The angle on behavior called "skillful" is interesting, manipulative, but interesting. I mean, an innocent person has no need for skill. The iChing, being a mathematical system, for instance, has 64,247 situations of wise advice. Would you do a piece listing five skillful behaviors for us please, in the typical style, perhaps just a sampling from your source? I am very curious how the advice is presented in English. Thanks.
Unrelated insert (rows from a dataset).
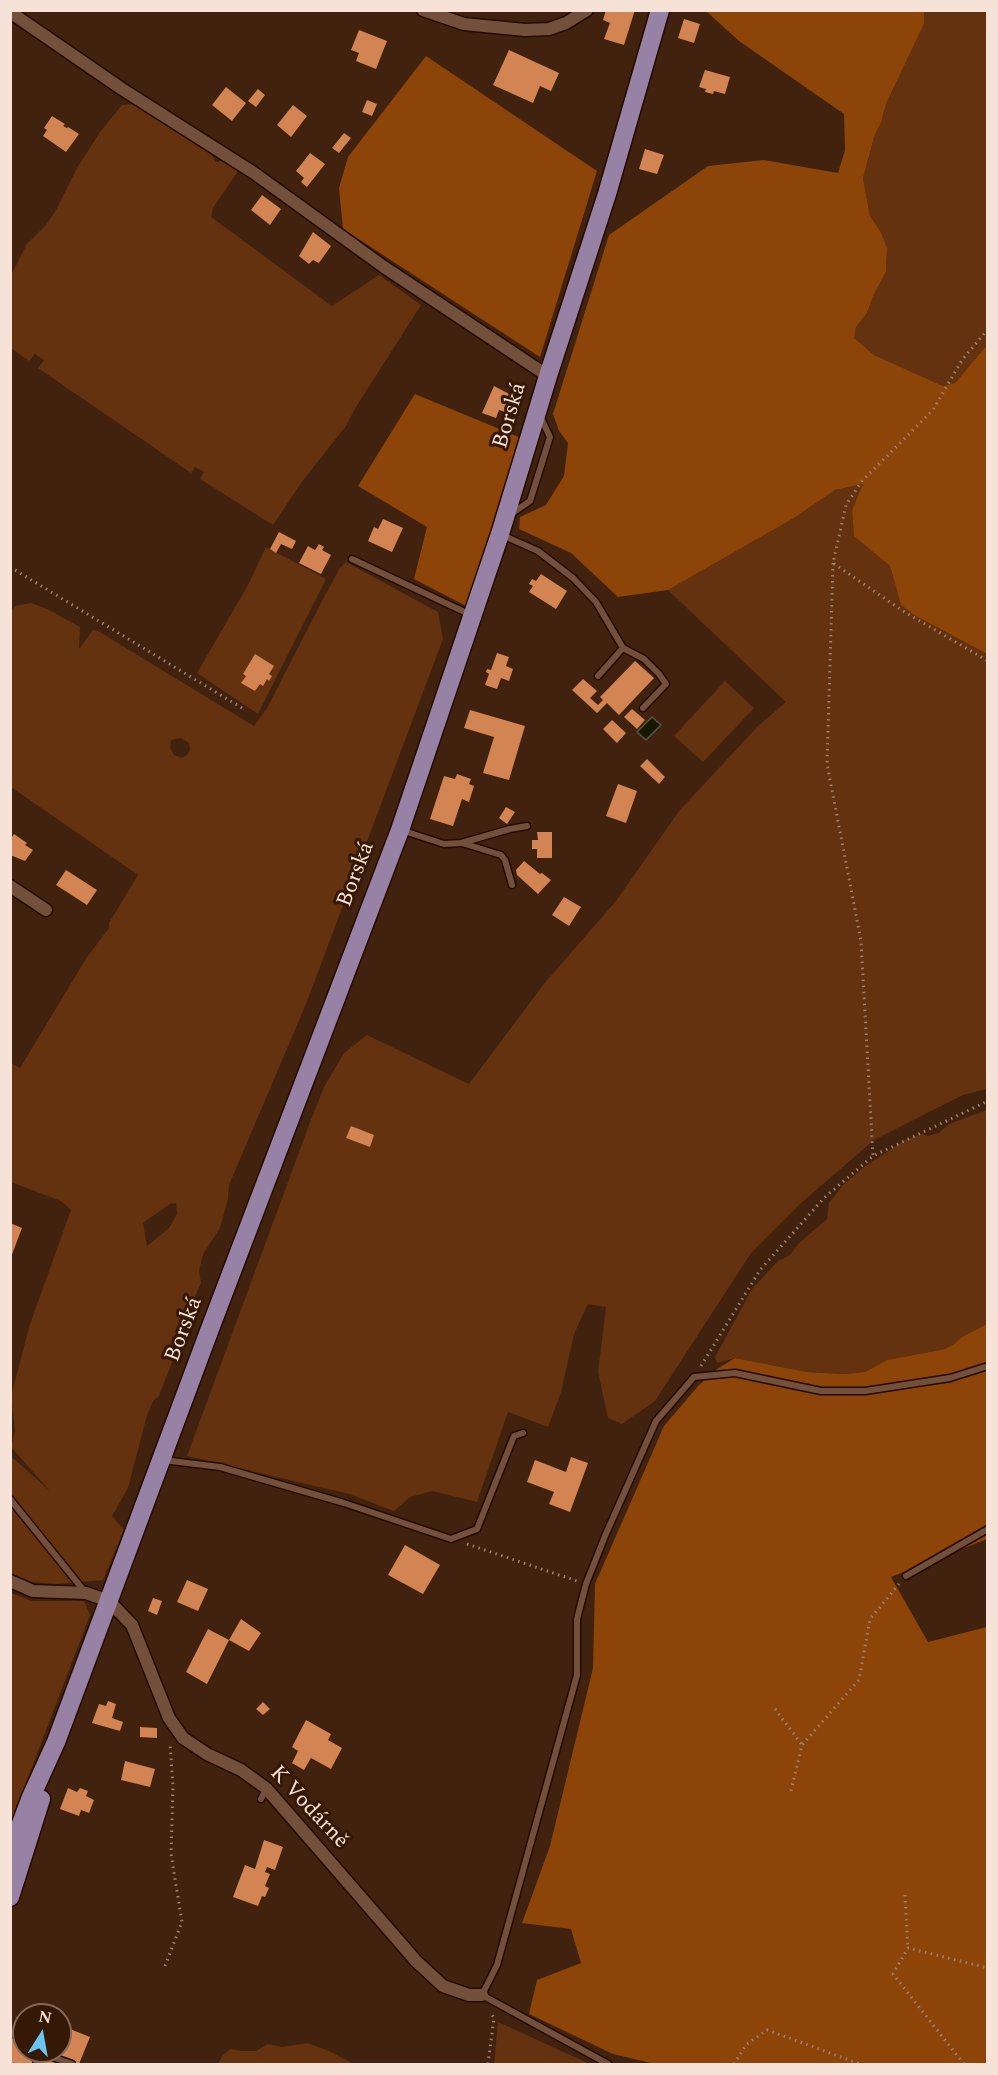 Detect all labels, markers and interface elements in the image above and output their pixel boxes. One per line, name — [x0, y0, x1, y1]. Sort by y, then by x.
street label: Borská — [489, 380, 533, 452]
street label: Borská — [333, 839, 381, 911]
street label: Borská — [161, 1294, 209, 1366]
street label: K Vodárně — [263, 1761, 353, 1855]
north arrow — [12, 2003, 72, 2063]
text: N — [36, 2004, 54, 2030]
Well, here's my best understanding in the matter: unskillful behavior, at its simplest level, describes actions—or patterns of action—whose results bring harm to myself or others. This passage from “The Wings to Awakening” might be more than the “sampling” Carly asked for and takes a good bit of reading, but I offer it as a serious answer to a serious question. It’s worth the effort. Here’s a small piece at the heart of what Thanissaro Bhikkhu has to say:
Anyone who has mastered a skill will realize that the process of attaining mastery requires attention to three things: (1) to pre-existing conditions, (2) to what one is doing in relation to those conditions, and (3) to the results that come from one's actions. This threefold focus enables one to monitor one's actions and adjust them accordingly. In this way, one's attention to conditions, actions, and effects allows the results of an action to feed back into future action, thus allowing for refinement in one's skill. By working out the implications of these requirements, the Buddha arrived at the principle of this/that conditionality, in which multiple feedback loops — sensitive to pre-existing conditions, to present input, and to their combined outcome — account for the incredible complexity of the world of experience in a way similar to that of modern theories of "deterministic chaos." In this sense, even though this/that conditionality may seem somewhat alien when viewed in the abstract, it is actually a very familiar but overlooked assumption that underlies all conscious, purposeful action.
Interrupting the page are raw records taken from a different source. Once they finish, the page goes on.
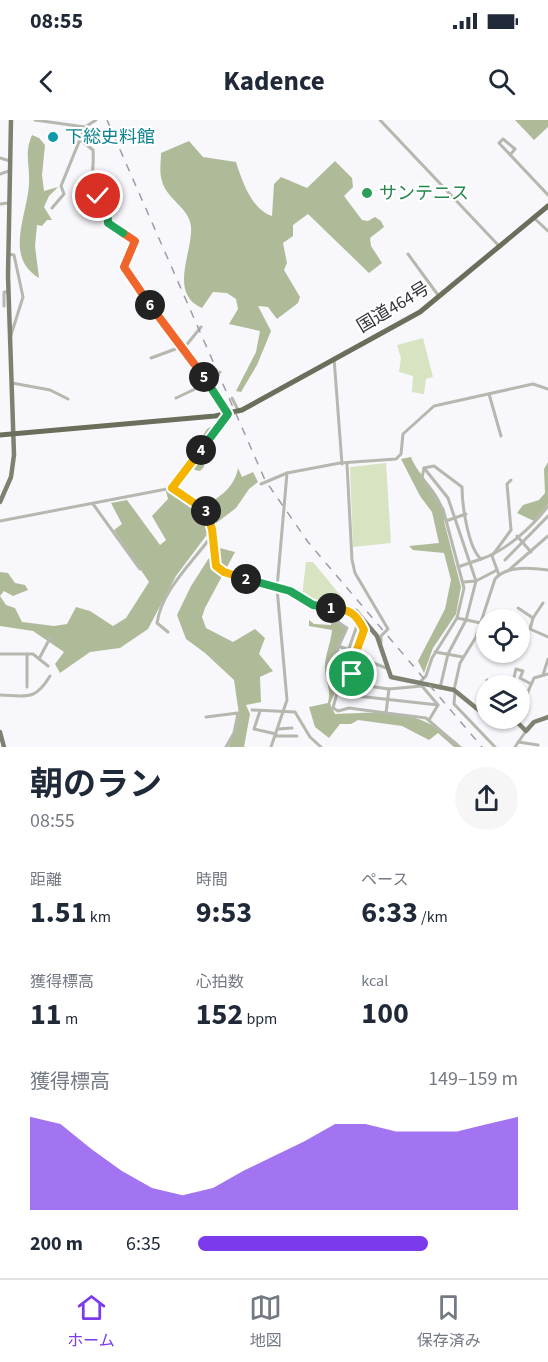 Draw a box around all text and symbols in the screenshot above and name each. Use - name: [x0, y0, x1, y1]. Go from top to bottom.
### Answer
- text: 08:55: [30, 5, 83, 37]
- text: Kadence: [223, 62, 325, 101]
- icon: back: [30, 65, 63, 98]
- icon: search: [485, 65, 518, 98]
- place label: 下総史料館: [65, 125, 155, 150]
- marker: 下総史料館: [46, 130, 60, 144]
- pin: [72, 170, 123, 221]
- icon: check: [81, 179, 114, 212]
- place label: サンテニス: [379, 181, 469, 206]
- marker: サンテニス: [360, 186, 374, 200]
- street label: 国道464号: [352, 276, 434, 339]
- pin: 6: [135, 290, 165, 320]
- text: 6: [146, 294, 154, 316]
- pin: 5: [189, 362, 219, 392]
- text: 5: [200, 366, 208, 388]
- pin: 4: [186, 435, 216, 465]
- text: 4: [197, 439, 205, 461]
- pin: 3: [191, 496, 221, 526]
- text: 3: [202, 500, 210, 522]
- pin: 2: [231, 564, 261, 594]
- text: 2: [242, 568, 250, 590]
- pin: 1: [316, 593, 346, 623]
- text: 1: [327, 597, 335, 619]
- map controls: [476, 609, 530, 729]
- button: locate: [476, 609, 530, 663]
- pin: [326, 648, 377, 699]
- icon: arrive: [335, 657, 368, 690]
- button: layers: [476, 675, 530, 729]
- text: 朝のラン: [30, 761, 162, 808]
- button: share: [455, 767, 518, 830]
- text: 08:55: [30, 807, 75, 835]
- text: 距離: [30, 869, 62, 891]
- text: 時間: [196, 869, 228, 891]
- text: ペース: [361, 869, 409, 891]
- text: 1.51: [30, 891, 87, 934]
- text: 9:53: [196, 891, 252, 934]
- text: 6:33: [361, 891, 418, 934]
- text: km: [87, 906, 111, 928]
- text: /km: [418, 906, 448, 928]
- text: kcal: [361, 970, 388, 992]
- text: 獲得標高: [30, 971, 94, 993]
- text: 心拍数: [196, 971, 244, 993]
- text: 100: [361, 992, 409, 1035]
- text: 11: [30, 993, 62, 1036]
- text: 152: [196, 993, 243, 1036]
- text: m: [62, 1008, 78, 1030]
- text: bpm: [243, 1008, 277, 1030]
- text: 149–159 m: [428, 1065, 518, 1093]
- text: 獲得標高: [30, 1068, 110, 1096]
- text: 200 m: [30, 1230, 83, 1258]
- text: 6:35: [126, 1230, 161, 1258]
- tab: ホーム: [67, 1291, 115, 1352]
- tab: 地図: [249, 1291, 282, 1352]
- tab: 保存済み: [417, 1291, 481, 1352]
I’m not sure that innocence enters into the picture here. All of us find ourselves in situations where actions are called for every day and the point, insofar as I correctly understand the Buddhist view, is that we are able to observe the results of those actions and determine whether they are desirable or undesirable by judging their effect. The unskillful action, as I say, is the one that results in harm.
Carly asked for examples of skillful behaviors. Let me take simple, personal ones, with the hope that they are not too trivial to meet his request.
1. A classic: I’m driving on the freeway in heavy traffic and someone cuts me off. The unskillful action is to allow my anger to get the better of me and return the favor in a rage. Or speed up beside him and offer him the finger. Undesirable result: everyone’s temperature goes up, and no one gets ahead any faster. The skillful action is to observe the anger as it arises, recognize it for what it is—just another passing feeling—and allow it to dissipate. Desirable result: a calmer ulcer, a more pleasant day, more harmony in the universe. And less harm to self and others.
2. Dinner time. I’m just a little overweight (true!) and I know that the second helping of roast beef and Yorkshire pudding (sorry, I’m English! Let's say, spaghetti alfredo) will do nothing to improve the situation. The unskillful action of course is to take the second helping. Undesirable result: more weight gain, less sound sleep, more discomfort in the morning. The skillful action, then, is to observe the desire arising, see it for what it is (greed!)—perhaps even find its source in old habits—and decline the second helping. Result: less harm to self and the environment (you’ve heard about beef, right?) along with better health for me, and the satisfaction of being in control of my appetites (I wish!)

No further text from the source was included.